Os Manos com o Gui e escolta no Vale Kalash no Paquistao!!!

O Marco era o alvo, ele era o mais branco de nós três, com os cabelos claros e barba ruiva, parecia o mais internacional. Um dia conhecemos um casal de franceses mega ignorantes, que ficavam brincando que nós no Brasil deveríamos comer insetos de tão precário que eles imaginavam ser a situação do Brasil, e o Marco largou aquela célebre “e vocês que não tomam banho? Uma vez fui numa boate em Paris, estava eu e um amigo empolgados falando com duas francesinhas, quando elas levantaram o braço, veio aquele cheirão, e nos saímos correndo…” Os franceses murcharam e a gente dava rizada.  Depois, não largavam mais os dois, era “Marco Jony” para cá e pra lá. Depois de 50 dias juntos, os Manos foram. Se despediram de nós no hotel e foram sozinhos para a estação de trem em direção a Agra, para ver o Taj Mahal e seguir para o Brasil. Quando vi os dois de costas, com suas respectivas mochilas, saindo naquela rua escura e suja, eu comecei a chorar. Parecia que eram os meus filhos partindo. Como eles cresceram e ficaram altos! Os 50 dias tinham passado e lá estávamos, eu e Gui, sozinhos novamente! Essas idas e vindas, chegadas e despedidas da vida sempre me chamaram muito atenção desde pequena. Como a vida é essa sucessão de acontecimentos, épocas, períodos, momentos, sempre com fim… Jony e Marco, muito obrigada pela companhia, pelos momentos inesquecíveis, conversas, apoio moral, risadas, e principalmente parceria!!! Hoje conheço muito mais vocês rsrs!  Vocês são demais!! Amo vocês pra caramba! Obrigada mãe!

Chegada na Índia

De manhã cedo fizemos as malas e pegamos um táxi até a fronteira Paquistão – Índia. Deixei Lahore com o coração na mão, pois desde o Iran não gostava tanto de um país como gostei do Paquistão. Talvez por tudo o que esperava do Paquistão, tudo o que já tinha escutado, e a realidade que encontrei. Foi uma grande surpresa!

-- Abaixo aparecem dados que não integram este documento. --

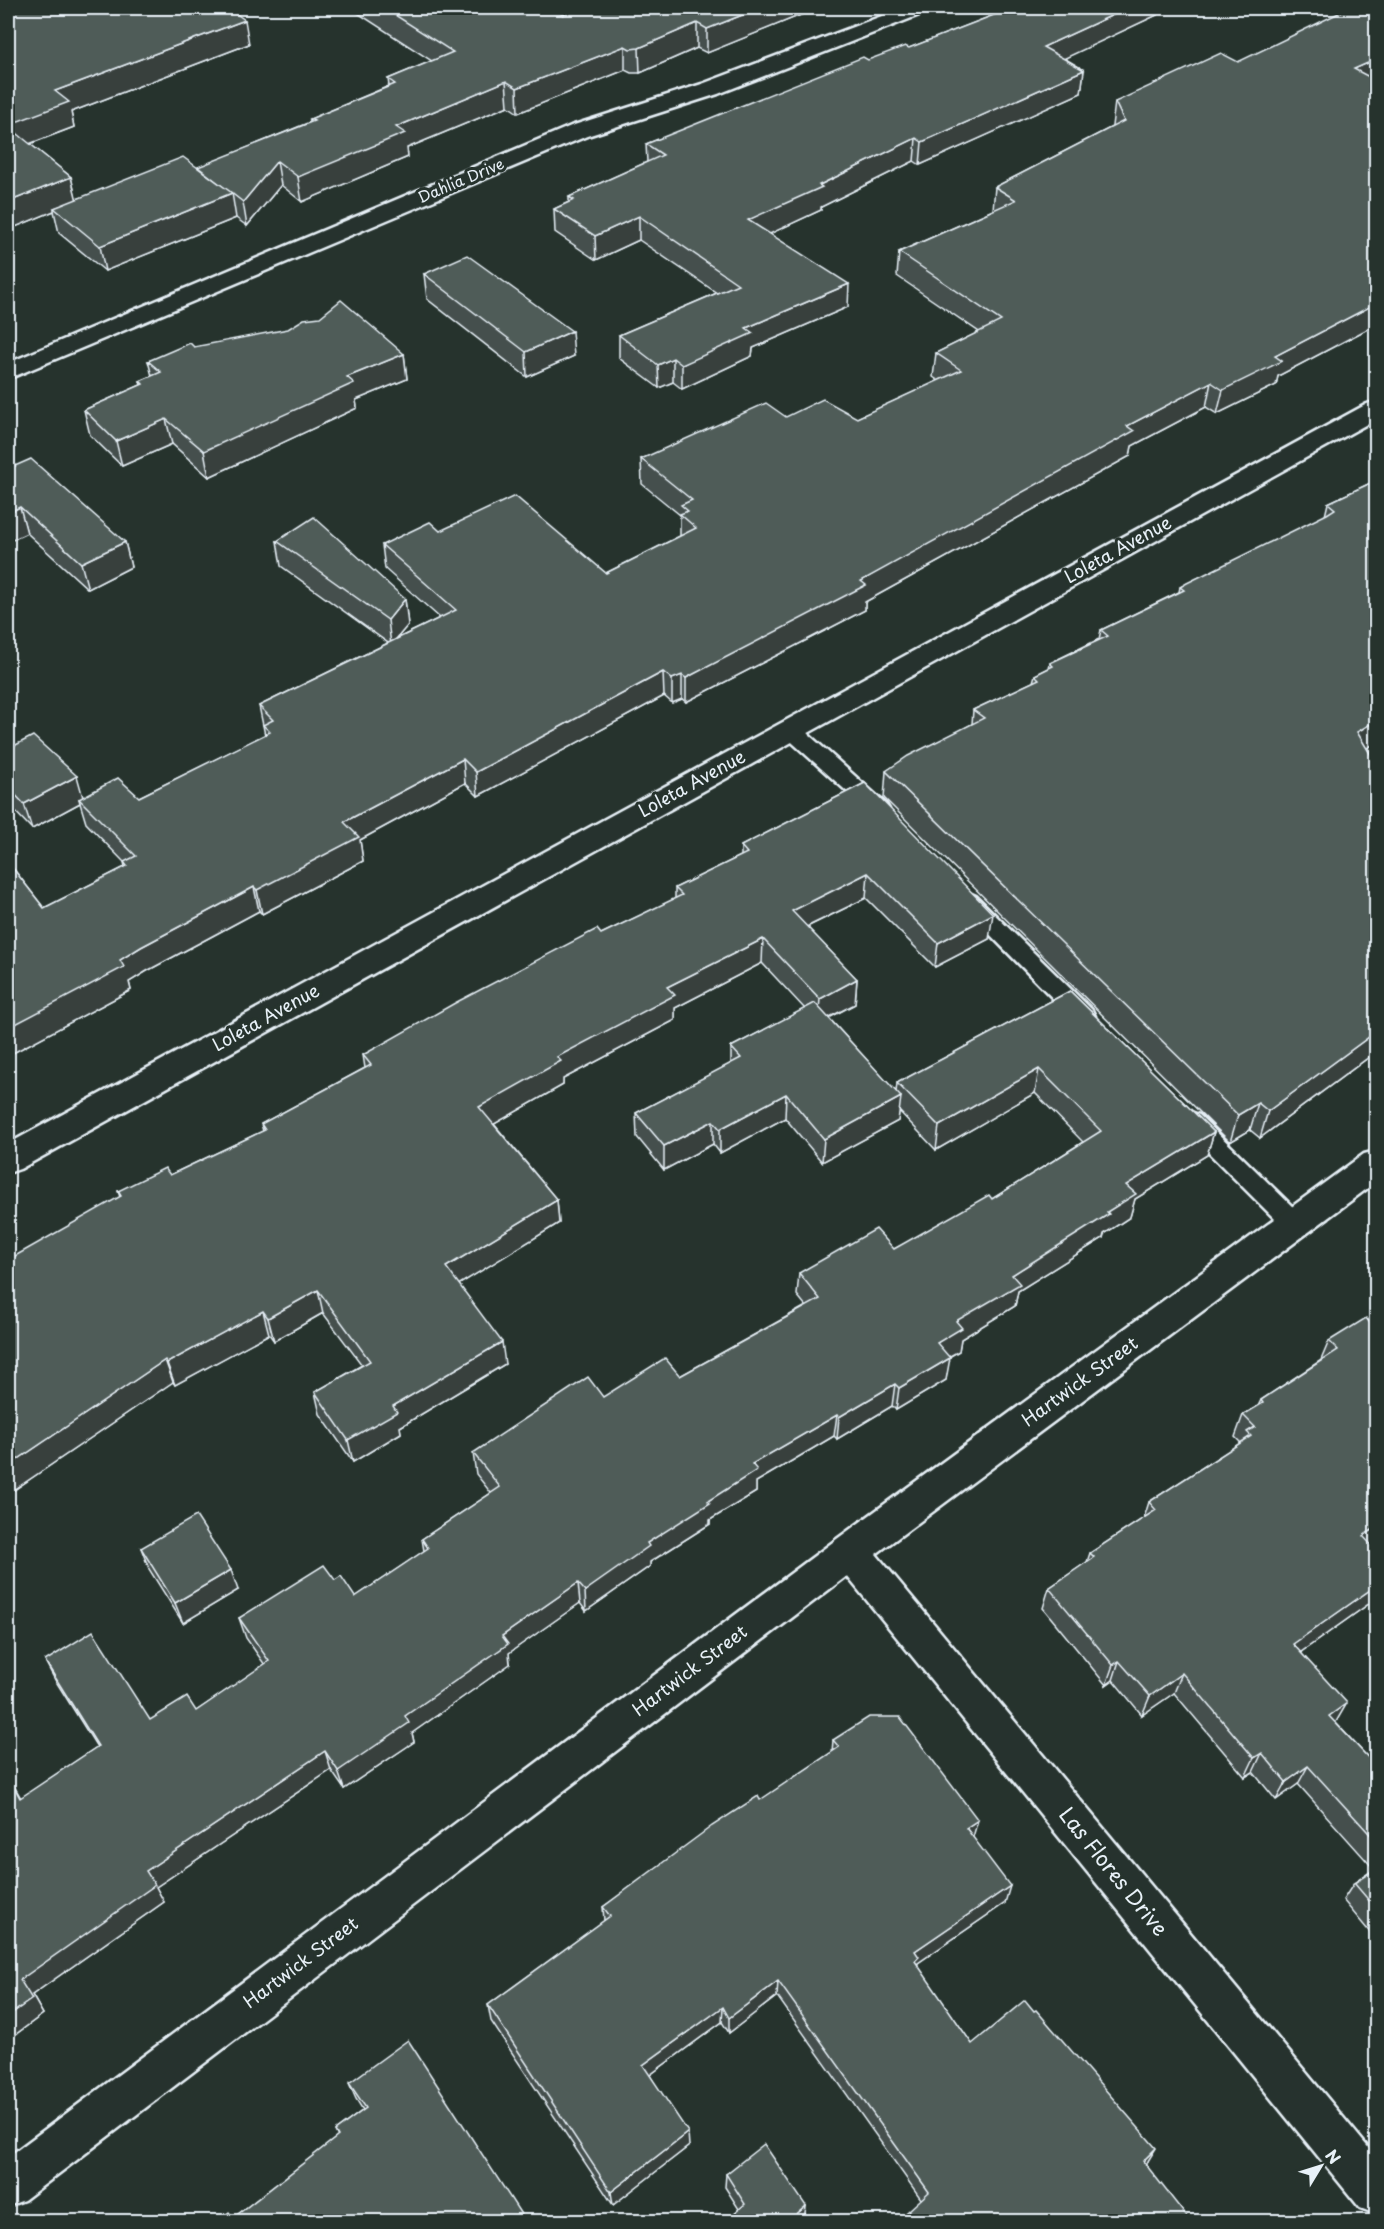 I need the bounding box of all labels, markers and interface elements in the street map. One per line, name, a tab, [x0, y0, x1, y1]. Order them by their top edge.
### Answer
street label: Dahlia Drive	[414, 151, 507, 208]
street label: Loleta Avenue	[1059, 508, 1176, 589]
street label: Loleta Avenue	[633, 742, 750, 823]
street label: Loleta Avenue	[207, 976, 324, 1057]
street label: Hartwick Street	[1015, 1329, 1143, 1432]
street label: Hartwick Street	[626, 1617, 752, 1722]
street label: Las Flores Drive	[1052, 1799, 1177, 1942]
street label: Hartwick Street	[237, 1909, 363, 2014]
north arrow	[1291, 2136, 1351, 2196]
text: N	[1320, 2144, 1347, 2169]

O Paquistão mexeu comigo, por seu povo, sua cultura, suas vilas intocadas, e por todo o medo que eu tinha de visita-lo. Chegar a Índia naquelas alturas, sabendo que estaríamos agora entrando em nosso último país da viagem, os Manos indo embora dali poucos dias, a Jami (amiga minha) chegando, me dava conta como a segunda viagem estava chegando ao fim, e que de agora em diante, não teria terceira tão cedo. Isso me deixou reflexiva!

Logo que começamos a procurar hotel em Amristar, comecei a me perguntar porque mesmo gostava da Índia, porque insistia em dizer que era um dos meus países preferidos, se o barulho ensurdecedor dos auto-rikshas eram insuportáveis, o transito era um caos, e tudo não tinha ordem e nem limpeza. O Gui também ficou com a mesma sensação e o João e o Marco me olhavam com uma cara de porque eles falam tão bem da Índia?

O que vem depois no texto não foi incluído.